*Instructions for the task*
Where a line in the records holds "canvas", count it once; return only the final number.

*Records supplied*

□ □ □

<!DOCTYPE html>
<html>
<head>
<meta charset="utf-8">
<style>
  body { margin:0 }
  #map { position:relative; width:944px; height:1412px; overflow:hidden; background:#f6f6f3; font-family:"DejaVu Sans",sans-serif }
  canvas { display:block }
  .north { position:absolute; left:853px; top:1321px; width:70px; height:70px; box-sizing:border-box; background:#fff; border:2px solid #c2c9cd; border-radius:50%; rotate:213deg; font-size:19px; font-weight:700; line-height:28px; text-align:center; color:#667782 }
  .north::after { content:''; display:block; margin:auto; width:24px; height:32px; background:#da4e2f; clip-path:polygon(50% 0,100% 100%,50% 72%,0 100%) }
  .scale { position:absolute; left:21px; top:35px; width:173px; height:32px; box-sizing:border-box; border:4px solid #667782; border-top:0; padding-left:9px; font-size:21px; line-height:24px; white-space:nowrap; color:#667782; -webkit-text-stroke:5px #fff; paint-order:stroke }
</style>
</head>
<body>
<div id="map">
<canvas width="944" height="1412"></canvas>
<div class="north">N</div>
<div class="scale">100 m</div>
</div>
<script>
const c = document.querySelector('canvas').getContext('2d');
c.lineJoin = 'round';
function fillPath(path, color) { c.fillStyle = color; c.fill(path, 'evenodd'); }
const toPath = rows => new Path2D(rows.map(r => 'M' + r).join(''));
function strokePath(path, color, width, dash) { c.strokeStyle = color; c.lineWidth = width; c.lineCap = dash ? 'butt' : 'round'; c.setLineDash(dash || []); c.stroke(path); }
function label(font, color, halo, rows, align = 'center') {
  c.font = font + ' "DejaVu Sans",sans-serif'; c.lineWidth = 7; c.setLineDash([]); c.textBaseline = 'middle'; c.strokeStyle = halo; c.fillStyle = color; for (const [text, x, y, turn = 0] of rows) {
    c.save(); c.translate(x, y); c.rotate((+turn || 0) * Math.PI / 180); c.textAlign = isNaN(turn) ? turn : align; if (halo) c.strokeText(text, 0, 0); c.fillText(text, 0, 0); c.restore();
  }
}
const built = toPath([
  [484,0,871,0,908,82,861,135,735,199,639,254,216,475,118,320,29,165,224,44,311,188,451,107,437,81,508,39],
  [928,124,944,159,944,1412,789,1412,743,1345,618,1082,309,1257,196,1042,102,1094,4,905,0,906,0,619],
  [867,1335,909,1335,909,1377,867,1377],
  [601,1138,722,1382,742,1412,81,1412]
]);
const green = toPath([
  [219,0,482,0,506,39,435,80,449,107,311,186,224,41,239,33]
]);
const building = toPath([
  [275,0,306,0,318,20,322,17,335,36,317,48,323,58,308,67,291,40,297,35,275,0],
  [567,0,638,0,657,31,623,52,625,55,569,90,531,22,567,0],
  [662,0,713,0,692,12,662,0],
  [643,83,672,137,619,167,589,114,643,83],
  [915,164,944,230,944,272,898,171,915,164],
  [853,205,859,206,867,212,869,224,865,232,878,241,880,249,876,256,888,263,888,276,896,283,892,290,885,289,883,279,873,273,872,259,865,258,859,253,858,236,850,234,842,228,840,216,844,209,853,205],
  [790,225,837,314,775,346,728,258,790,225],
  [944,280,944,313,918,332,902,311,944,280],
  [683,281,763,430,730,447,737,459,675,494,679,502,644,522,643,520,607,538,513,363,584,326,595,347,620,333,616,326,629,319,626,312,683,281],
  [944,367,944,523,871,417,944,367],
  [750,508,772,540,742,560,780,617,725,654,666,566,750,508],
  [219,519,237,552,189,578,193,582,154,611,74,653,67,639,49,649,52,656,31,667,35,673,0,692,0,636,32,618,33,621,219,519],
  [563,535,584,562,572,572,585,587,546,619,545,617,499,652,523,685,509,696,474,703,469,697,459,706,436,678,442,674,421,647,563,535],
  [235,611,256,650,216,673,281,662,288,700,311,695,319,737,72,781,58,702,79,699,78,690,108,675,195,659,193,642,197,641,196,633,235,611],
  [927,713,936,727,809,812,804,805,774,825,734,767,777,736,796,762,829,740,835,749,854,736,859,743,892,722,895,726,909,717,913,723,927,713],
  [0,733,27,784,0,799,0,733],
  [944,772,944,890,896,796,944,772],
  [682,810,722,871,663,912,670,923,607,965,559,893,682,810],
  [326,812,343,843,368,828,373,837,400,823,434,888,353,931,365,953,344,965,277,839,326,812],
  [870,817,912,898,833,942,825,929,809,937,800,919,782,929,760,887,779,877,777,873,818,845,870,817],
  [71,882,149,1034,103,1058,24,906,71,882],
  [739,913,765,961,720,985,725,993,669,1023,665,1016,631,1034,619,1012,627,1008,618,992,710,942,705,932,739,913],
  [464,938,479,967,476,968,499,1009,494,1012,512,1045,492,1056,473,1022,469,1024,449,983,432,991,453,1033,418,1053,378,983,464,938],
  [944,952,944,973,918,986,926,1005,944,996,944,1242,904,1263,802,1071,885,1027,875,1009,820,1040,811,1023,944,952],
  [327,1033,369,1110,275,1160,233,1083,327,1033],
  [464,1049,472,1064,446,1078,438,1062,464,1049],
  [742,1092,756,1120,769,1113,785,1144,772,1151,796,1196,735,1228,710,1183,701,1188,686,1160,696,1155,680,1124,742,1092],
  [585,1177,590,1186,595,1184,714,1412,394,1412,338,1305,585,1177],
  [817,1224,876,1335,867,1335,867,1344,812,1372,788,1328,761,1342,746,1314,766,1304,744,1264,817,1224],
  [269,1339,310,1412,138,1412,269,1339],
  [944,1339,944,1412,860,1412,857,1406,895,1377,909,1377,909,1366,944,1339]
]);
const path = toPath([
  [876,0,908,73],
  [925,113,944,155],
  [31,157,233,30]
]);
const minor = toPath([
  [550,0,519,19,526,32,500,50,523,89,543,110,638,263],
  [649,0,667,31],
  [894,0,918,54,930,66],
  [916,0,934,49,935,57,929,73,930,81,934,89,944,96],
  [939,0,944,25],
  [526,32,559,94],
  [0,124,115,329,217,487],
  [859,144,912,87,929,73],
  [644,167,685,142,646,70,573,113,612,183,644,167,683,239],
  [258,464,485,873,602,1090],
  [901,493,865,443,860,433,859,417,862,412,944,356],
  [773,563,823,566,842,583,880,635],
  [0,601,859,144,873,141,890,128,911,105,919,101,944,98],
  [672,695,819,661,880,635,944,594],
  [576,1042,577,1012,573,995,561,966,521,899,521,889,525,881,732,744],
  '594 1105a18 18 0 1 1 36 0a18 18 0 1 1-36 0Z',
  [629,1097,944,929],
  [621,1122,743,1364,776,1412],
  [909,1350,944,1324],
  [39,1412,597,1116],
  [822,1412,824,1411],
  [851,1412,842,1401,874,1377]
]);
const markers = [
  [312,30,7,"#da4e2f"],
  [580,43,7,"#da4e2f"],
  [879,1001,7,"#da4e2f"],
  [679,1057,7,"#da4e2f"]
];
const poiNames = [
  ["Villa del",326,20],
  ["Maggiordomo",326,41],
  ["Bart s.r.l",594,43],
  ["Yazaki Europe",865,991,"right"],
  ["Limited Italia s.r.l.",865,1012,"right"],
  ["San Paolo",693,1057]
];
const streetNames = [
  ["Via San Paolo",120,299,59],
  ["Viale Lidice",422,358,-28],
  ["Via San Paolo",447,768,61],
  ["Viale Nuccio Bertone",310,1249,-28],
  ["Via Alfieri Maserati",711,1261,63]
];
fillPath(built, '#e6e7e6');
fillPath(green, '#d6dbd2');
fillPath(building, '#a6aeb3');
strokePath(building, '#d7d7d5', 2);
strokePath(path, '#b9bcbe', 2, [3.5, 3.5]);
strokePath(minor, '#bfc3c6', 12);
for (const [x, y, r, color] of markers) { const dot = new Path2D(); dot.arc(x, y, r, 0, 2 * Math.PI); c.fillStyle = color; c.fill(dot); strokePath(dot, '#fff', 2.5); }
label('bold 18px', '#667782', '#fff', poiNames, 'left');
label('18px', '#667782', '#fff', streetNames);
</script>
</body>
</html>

□ □ □

*Exercise solution*
3